Go through the lines below. Copy those with "serif".

(Dataset entries)
::::
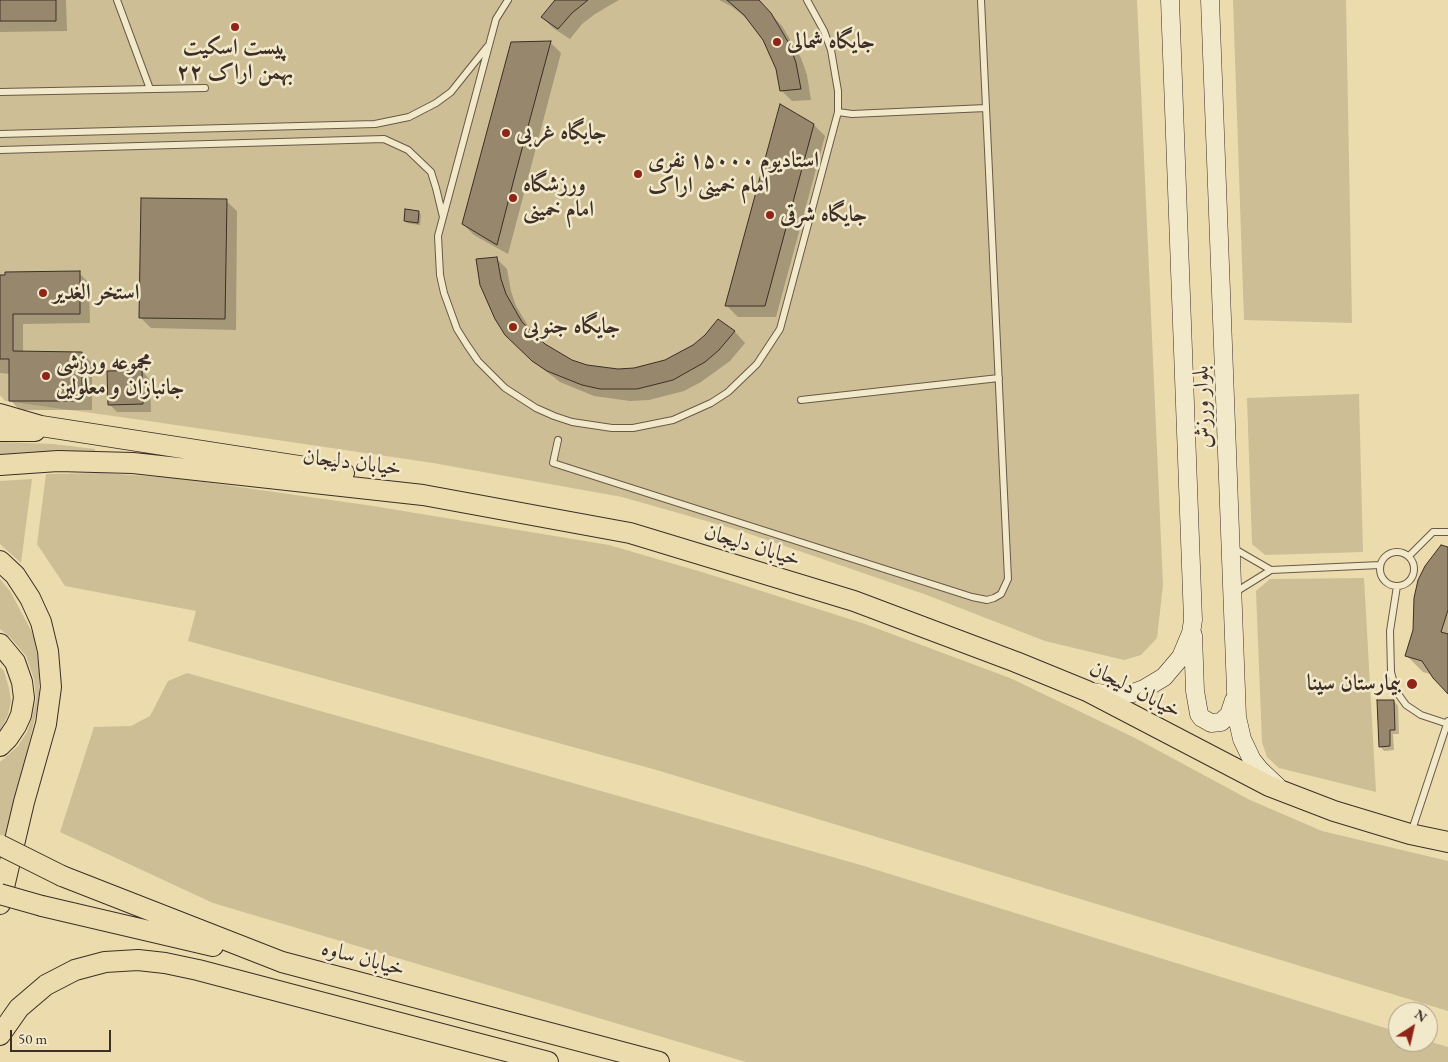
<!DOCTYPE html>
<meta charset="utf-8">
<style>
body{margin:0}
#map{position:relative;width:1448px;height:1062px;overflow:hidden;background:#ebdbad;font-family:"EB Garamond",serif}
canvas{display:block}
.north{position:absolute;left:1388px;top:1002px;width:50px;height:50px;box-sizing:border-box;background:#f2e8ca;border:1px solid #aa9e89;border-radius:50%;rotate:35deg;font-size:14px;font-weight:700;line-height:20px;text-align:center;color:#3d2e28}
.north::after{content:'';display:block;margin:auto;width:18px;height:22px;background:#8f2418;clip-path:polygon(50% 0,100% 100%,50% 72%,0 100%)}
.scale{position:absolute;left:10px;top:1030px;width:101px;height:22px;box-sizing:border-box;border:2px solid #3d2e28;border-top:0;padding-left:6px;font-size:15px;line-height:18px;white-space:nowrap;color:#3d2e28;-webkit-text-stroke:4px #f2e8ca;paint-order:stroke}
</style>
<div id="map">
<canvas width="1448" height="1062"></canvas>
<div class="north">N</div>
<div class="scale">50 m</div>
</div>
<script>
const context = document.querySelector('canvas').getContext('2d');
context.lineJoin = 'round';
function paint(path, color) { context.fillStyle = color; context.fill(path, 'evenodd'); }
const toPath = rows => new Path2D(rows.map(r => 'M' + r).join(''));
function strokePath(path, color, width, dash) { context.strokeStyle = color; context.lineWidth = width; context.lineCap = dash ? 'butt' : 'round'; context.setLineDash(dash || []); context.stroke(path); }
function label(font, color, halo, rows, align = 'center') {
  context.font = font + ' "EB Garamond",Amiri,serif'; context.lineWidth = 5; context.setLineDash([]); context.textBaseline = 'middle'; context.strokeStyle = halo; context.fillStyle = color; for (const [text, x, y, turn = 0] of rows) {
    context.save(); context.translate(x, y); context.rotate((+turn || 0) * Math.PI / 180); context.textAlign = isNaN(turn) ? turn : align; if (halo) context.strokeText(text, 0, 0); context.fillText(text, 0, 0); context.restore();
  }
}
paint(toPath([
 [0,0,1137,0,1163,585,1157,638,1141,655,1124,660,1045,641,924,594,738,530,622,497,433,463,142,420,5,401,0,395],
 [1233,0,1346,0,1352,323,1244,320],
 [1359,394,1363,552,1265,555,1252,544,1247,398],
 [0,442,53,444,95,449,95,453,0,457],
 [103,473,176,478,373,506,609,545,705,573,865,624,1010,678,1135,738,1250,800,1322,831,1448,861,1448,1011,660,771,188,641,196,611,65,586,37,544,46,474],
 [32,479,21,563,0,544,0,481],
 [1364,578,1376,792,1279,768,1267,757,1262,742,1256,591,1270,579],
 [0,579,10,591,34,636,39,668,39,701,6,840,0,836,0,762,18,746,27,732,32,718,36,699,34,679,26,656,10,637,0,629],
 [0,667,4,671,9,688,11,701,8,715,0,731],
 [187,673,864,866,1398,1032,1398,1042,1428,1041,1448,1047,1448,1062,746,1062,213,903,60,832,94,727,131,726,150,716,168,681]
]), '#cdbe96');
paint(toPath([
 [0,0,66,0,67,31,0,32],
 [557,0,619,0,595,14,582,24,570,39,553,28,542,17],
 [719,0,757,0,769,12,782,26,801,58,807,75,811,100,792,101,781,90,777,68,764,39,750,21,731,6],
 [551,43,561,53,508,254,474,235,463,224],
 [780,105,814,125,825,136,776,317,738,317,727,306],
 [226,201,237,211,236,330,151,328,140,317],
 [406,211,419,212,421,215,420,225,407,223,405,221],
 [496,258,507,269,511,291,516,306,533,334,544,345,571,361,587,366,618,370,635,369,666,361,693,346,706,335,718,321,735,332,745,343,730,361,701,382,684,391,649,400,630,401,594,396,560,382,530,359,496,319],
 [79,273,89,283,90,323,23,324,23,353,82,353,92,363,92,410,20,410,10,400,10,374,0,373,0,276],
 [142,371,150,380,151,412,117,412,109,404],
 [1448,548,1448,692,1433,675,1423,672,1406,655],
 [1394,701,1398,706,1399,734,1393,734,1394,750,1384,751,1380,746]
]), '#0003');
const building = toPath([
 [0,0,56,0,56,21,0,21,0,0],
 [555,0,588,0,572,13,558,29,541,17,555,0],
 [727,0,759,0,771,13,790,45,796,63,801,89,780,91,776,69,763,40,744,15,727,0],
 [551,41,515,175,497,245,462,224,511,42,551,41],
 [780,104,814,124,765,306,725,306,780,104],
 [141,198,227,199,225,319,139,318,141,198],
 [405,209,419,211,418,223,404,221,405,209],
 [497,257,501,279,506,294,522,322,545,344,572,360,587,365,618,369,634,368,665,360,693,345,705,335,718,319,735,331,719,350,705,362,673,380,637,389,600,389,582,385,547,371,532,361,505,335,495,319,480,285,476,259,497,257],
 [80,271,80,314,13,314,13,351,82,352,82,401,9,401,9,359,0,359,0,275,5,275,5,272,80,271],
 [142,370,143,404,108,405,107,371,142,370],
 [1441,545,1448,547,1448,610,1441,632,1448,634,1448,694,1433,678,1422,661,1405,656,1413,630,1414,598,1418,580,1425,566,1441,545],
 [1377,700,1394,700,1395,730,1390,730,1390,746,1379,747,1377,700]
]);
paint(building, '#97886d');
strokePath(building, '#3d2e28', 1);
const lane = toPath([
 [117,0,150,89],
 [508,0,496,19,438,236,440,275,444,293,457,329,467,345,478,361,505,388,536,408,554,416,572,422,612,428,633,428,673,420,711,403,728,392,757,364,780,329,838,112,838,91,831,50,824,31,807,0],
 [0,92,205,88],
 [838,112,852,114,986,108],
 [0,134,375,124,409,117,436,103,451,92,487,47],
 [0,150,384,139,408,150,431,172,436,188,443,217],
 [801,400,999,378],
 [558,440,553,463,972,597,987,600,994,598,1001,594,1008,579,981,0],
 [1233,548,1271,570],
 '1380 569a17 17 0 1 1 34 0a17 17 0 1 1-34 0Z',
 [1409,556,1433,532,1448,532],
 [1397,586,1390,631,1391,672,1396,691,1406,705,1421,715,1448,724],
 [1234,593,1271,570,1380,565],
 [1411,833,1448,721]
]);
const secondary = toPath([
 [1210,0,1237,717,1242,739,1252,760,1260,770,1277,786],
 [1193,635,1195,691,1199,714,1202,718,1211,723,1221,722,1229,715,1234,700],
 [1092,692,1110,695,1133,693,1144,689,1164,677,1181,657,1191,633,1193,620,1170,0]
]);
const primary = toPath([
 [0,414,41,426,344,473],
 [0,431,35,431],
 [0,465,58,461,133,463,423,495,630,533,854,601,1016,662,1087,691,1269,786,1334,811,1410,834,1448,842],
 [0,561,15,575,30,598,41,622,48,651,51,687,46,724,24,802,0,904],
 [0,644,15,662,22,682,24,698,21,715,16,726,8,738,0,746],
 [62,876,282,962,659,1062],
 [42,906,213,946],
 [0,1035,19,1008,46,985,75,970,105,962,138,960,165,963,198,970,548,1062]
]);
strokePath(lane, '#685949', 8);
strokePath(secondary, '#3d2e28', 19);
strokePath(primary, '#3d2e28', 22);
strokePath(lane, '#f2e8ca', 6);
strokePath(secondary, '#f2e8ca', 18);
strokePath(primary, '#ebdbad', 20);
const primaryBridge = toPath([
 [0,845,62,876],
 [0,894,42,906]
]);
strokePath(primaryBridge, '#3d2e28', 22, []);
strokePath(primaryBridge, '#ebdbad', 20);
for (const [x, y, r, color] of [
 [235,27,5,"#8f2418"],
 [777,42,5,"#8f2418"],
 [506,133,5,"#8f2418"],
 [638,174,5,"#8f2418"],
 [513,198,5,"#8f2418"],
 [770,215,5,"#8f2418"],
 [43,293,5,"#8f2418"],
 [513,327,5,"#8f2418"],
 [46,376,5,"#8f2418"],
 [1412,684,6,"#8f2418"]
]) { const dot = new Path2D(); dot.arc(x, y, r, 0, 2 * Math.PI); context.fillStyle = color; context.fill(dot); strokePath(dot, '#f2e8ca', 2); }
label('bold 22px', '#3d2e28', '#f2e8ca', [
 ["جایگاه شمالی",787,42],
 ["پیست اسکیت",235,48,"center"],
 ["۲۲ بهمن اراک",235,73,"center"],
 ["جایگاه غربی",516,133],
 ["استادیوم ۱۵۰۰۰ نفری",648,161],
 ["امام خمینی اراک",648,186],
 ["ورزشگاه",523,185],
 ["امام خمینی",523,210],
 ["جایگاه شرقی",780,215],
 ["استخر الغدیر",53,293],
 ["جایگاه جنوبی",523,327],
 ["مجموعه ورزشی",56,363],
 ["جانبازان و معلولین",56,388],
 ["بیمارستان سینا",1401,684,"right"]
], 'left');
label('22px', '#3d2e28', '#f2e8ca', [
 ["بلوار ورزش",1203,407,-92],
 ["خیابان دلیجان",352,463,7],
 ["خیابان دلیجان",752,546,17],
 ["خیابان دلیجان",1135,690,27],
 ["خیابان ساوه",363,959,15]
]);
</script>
::::
FINISHED TASK:
#map{position:relative;width:1448px;height:1062px;overflow:hidden;background:#ebdbad;font-family:"EB Garamond",serif}
  context.font = font + ' "EB Garamond",Amiri,serif'; context.lineWidth = 5; context.setLineDash([]); context.textBaseline = 'middle'; context.strokeStyle = halo; context.fillStyle = color; for (const [text, x, y, turn = 0] of rows) {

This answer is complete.